Good summary of the main thesis of the excellent Organization Theory book by Kevin Carson, which I’m in the process of reading.

Kevin Carson:

“The rise of mass-production industry did not result from the “ineluctable economic logic” of superior efficiency.

In fact, I believe that with a few exceptions, small-scale factory production on the Emilia-Romagna model (integrating general-purpose powered machinery into craft production, with small batches and frequent changes between production runs, geared to local demand on a just-in-time basis) is *more* efficient than mass-production when the latter’s costs of long-distance shipping and push-distribution are taken into account.

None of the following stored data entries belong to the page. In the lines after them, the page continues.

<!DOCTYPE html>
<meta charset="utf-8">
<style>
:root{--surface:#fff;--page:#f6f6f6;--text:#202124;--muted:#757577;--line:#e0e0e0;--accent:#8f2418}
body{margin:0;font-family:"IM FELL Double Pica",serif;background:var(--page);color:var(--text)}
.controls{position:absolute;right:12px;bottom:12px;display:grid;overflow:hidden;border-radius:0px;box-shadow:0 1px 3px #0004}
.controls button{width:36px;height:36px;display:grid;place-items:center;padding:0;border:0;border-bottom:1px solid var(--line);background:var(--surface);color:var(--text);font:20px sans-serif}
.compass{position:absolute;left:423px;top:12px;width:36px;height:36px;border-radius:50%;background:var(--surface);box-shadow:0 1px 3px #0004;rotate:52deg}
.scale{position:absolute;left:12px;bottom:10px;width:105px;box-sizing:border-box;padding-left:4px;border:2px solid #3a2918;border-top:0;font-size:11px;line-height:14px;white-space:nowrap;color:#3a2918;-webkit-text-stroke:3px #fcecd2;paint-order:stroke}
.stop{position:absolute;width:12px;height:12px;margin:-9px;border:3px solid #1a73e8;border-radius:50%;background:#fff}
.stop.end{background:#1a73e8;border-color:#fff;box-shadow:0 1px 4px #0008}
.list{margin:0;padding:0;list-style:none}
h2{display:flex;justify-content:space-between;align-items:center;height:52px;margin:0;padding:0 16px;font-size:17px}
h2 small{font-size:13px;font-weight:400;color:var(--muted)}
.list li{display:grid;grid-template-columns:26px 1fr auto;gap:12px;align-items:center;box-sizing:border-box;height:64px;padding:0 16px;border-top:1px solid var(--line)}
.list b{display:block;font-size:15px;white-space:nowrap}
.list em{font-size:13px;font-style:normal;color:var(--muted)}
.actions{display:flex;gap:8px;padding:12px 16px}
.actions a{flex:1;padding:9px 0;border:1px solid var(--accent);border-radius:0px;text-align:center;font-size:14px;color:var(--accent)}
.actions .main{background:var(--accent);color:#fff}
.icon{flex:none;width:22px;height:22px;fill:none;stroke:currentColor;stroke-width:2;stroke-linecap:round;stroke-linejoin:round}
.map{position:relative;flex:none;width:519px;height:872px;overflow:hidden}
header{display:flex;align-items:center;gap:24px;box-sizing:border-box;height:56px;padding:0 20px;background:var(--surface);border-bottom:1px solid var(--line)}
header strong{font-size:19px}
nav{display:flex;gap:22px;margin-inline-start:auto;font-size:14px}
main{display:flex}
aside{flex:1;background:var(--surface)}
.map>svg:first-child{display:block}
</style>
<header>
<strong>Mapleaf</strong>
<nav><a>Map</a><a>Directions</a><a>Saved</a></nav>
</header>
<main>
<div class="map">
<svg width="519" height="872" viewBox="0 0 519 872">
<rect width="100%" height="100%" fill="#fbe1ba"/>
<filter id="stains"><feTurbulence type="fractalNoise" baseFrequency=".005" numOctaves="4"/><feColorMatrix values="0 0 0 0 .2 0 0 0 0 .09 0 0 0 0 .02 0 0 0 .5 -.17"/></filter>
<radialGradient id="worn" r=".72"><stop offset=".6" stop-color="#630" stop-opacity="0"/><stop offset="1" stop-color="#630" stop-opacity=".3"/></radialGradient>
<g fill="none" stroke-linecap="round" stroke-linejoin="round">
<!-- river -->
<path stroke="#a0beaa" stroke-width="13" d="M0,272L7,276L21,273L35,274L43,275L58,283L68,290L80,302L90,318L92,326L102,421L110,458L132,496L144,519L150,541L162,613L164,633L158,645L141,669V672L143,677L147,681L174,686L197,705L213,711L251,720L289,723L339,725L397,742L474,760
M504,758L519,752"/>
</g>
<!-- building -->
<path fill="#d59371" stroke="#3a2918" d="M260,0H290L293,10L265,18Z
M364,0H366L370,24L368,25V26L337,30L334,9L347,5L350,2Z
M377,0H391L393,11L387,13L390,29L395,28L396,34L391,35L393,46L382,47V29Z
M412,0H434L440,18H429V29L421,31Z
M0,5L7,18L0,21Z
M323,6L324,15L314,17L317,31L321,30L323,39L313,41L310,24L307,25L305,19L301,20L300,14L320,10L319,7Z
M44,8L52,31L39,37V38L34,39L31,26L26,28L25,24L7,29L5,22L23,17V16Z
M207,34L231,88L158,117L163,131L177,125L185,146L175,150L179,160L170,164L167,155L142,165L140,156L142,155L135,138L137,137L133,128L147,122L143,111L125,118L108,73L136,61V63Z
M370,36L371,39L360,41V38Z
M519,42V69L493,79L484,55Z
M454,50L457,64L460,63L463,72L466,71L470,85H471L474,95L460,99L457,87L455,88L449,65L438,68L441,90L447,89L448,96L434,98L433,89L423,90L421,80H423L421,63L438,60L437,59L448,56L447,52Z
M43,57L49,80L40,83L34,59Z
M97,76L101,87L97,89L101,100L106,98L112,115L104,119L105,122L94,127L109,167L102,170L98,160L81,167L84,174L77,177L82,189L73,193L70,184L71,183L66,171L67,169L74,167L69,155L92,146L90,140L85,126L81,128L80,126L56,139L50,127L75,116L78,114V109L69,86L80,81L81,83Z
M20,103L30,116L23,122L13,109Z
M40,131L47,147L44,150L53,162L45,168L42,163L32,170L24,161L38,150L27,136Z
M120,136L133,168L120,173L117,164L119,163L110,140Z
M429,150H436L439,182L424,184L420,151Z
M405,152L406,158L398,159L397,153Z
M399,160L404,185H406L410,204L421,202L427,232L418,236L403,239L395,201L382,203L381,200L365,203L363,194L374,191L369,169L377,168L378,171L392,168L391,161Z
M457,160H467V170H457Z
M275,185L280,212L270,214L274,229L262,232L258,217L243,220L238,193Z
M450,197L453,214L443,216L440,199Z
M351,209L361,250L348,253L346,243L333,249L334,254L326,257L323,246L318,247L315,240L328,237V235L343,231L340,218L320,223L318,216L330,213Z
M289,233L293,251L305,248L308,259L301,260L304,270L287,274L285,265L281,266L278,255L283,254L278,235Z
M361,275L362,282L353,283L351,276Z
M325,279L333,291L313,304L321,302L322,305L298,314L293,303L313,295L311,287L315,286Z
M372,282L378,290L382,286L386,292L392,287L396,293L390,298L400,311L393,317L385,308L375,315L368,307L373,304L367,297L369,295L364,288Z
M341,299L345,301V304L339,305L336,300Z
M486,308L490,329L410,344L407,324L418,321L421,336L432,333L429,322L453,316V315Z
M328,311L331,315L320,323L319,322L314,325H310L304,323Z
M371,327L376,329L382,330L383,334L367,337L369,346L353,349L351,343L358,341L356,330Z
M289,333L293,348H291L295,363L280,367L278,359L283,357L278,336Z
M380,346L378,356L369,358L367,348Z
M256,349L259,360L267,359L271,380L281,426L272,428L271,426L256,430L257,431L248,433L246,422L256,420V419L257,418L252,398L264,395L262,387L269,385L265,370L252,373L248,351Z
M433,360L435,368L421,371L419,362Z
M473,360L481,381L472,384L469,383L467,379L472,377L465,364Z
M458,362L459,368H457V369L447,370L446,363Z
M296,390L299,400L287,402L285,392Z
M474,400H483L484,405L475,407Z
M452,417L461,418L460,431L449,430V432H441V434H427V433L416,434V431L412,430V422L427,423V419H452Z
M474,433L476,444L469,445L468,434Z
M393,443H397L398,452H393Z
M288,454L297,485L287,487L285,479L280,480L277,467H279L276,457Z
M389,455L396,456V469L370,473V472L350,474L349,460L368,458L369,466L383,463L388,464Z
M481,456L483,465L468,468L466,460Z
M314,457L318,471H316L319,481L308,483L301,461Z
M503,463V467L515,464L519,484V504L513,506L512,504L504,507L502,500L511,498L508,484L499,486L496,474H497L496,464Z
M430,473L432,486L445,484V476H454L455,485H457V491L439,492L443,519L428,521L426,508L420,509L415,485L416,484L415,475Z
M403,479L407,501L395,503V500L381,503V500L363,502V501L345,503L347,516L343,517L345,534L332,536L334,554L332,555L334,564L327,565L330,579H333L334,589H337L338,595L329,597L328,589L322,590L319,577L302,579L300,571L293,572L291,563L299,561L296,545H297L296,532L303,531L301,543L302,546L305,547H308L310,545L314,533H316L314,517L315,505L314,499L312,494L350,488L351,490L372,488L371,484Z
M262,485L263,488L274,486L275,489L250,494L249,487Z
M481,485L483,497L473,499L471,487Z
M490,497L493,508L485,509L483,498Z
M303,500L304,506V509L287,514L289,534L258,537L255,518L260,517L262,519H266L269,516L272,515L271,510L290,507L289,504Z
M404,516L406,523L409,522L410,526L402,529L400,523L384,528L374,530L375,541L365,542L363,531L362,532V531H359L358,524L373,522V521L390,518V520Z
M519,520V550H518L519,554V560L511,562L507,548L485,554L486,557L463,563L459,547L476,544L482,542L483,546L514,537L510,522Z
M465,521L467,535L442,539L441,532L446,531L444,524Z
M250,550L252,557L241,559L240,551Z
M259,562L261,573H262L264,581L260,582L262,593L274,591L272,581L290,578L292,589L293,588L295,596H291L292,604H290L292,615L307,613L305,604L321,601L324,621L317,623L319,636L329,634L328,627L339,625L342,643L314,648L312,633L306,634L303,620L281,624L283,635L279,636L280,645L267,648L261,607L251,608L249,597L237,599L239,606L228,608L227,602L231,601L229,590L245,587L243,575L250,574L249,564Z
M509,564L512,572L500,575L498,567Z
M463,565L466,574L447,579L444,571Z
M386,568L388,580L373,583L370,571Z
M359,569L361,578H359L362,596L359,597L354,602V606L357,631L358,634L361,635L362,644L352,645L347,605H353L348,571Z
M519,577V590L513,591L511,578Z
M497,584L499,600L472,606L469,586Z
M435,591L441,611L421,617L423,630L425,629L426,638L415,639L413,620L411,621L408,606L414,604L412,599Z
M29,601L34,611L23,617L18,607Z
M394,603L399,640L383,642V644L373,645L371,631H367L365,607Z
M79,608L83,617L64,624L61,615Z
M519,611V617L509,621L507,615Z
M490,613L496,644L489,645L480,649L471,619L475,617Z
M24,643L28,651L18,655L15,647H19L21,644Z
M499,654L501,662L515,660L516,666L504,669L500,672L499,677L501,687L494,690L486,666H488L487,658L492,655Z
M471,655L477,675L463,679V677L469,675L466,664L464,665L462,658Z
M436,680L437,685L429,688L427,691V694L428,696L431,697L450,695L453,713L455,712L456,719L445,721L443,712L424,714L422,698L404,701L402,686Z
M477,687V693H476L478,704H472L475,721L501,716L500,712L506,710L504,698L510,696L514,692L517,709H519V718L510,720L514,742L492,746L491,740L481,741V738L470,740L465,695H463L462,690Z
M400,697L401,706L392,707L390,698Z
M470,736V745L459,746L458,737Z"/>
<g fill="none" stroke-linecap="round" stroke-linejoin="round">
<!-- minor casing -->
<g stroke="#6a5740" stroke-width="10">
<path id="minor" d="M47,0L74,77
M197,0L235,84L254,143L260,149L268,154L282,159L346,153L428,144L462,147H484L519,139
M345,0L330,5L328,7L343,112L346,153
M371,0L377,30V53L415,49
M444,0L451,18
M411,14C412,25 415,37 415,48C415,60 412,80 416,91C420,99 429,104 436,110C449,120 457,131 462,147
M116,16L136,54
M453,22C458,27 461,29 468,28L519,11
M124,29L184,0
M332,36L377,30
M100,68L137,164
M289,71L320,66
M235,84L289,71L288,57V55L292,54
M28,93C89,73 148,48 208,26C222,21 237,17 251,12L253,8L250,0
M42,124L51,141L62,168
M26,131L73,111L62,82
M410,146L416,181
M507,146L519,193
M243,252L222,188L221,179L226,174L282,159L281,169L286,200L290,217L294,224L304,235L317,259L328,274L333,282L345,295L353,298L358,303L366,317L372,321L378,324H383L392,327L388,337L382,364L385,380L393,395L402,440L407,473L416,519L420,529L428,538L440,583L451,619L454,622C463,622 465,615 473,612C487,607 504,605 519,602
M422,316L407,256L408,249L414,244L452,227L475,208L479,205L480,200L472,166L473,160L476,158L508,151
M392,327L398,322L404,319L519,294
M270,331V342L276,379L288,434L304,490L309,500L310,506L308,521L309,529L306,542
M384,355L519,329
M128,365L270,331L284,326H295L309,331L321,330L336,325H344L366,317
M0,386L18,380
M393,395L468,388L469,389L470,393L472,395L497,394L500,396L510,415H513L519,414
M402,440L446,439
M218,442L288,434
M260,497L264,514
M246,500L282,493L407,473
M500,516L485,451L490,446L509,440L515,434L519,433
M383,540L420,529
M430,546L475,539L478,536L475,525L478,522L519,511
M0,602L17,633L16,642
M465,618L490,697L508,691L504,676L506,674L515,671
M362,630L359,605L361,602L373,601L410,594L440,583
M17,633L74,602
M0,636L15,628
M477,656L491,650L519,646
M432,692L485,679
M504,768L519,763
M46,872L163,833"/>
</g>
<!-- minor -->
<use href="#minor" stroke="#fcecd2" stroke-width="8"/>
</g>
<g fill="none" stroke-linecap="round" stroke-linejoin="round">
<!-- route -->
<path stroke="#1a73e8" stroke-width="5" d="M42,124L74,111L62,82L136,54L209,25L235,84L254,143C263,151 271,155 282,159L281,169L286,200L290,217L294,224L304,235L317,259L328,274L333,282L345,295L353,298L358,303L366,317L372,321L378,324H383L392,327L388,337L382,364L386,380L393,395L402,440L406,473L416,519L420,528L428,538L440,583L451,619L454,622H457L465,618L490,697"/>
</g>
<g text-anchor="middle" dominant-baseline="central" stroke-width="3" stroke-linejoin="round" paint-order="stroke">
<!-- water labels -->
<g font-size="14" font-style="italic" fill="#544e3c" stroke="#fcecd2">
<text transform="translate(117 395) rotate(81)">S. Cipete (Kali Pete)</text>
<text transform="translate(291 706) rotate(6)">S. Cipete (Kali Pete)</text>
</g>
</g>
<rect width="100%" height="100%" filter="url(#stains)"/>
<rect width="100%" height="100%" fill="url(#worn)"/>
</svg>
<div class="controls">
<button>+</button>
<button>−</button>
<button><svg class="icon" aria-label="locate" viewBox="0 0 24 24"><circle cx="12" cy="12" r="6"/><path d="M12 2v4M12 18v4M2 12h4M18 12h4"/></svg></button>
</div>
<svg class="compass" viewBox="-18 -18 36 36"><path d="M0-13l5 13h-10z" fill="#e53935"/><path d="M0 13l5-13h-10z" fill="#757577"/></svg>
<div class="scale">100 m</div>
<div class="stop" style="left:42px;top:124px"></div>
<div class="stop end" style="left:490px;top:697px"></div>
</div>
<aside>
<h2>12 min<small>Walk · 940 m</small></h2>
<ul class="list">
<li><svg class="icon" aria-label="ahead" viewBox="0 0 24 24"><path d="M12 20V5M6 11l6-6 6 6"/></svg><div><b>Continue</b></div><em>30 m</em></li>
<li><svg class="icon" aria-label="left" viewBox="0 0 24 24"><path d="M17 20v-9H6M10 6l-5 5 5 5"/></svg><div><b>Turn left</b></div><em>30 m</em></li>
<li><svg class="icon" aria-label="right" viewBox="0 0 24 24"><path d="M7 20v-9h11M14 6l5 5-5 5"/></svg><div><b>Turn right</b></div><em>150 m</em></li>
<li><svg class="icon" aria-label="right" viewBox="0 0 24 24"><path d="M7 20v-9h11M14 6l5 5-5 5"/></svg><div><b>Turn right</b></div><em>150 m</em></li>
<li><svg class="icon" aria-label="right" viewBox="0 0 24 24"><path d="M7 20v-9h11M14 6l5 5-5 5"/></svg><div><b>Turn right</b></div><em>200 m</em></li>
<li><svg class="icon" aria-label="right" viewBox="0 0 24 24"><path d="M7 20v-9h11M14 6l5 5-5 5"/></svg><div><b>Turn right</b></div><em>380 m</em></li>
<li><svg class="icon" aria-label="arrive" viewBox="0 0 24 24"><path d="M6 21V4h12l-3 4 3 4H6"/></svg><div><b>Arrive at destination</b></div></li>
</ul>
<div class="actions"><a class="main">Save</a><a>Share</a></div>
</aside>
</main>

I agree with Borsodi and Mumford that the invention of the electric motor eliminated the main imperative behind the large factory (economizing on horsepower from a single prime mover), and put the household and small shop on an even footing with the “Dark Satanic Mill.” Most of the economies of machine production are captured with the bare adoption of machinery on a small scale; the modest additional reductions in unit production cost with large-scale machinery are more than offset by increased costs of distribution and marketing.

In a free market, American industrialization arguably would have taken the pattern of a hundred Emilia-Romagnas. Instead, the state tipped the balance with massive railroad subsidies, “intellectual property” law, tariffs, regulatory cartelization, etc. Electrical machinery, rather than living up to the full decentralizing potential of Mumford’s “neotechnic” revolution, was fitted into the older organizational forms of the paleotechnic era. So what we wound up with was Sloanist mass-production: enormously expensive product-specific machinery, which mandated large-batch production 24/7 to minimize unit costs, which mandated in turn corporate control over external society to make sure the stuff would be bought up and the wheels could keep turning. When you figure the enormous amounts of crystalized labor wasted to keep the system running (the buffer stocks of unfinished goods and the inventories of finished goods awaiting orders, described by Waddell and Bodek in Rebirth of American industry; and the mountains of discarded products in landfills that could have been better designed around modular components for easy repair and long life), it’s not really that economical.

In fact the costs of extending Adam Smith’s market area exceed, in most cases, the savings from increased division of labor. The problem is that the state subsidized those costs and externalized them on taxpayers.

In some cases, like heavy engine blocks, the large mass-production factory really is most efficient in absolute terms. But in most such cases, I would argue that the product is itself an answer to an artificial problem created by the state. The present extent of demand for cars results from state subsidies to sprawl and monoculture. The civilian jumbo jet almost certainly would never have come into existence on its own nickel, abseent the heavy bomber program to fully utilize the expensive machine tools required to produce it.

The most prominent case I can think of of a genuinely valuable product that requires large-scale production, is the microprocessor foundry–but even there the scale of demand would be considerably reduced by easily reprogrammable chips (in which case chips would be harvested from landfills on the same pattern as local minimills harvesting scrap metal).

Without government subsidies to economic centralization and capital-intensive production methods, IMO our economy would look a lot more like Borsodi and Mumford, and a lot less like Chandler and Schumpeter.”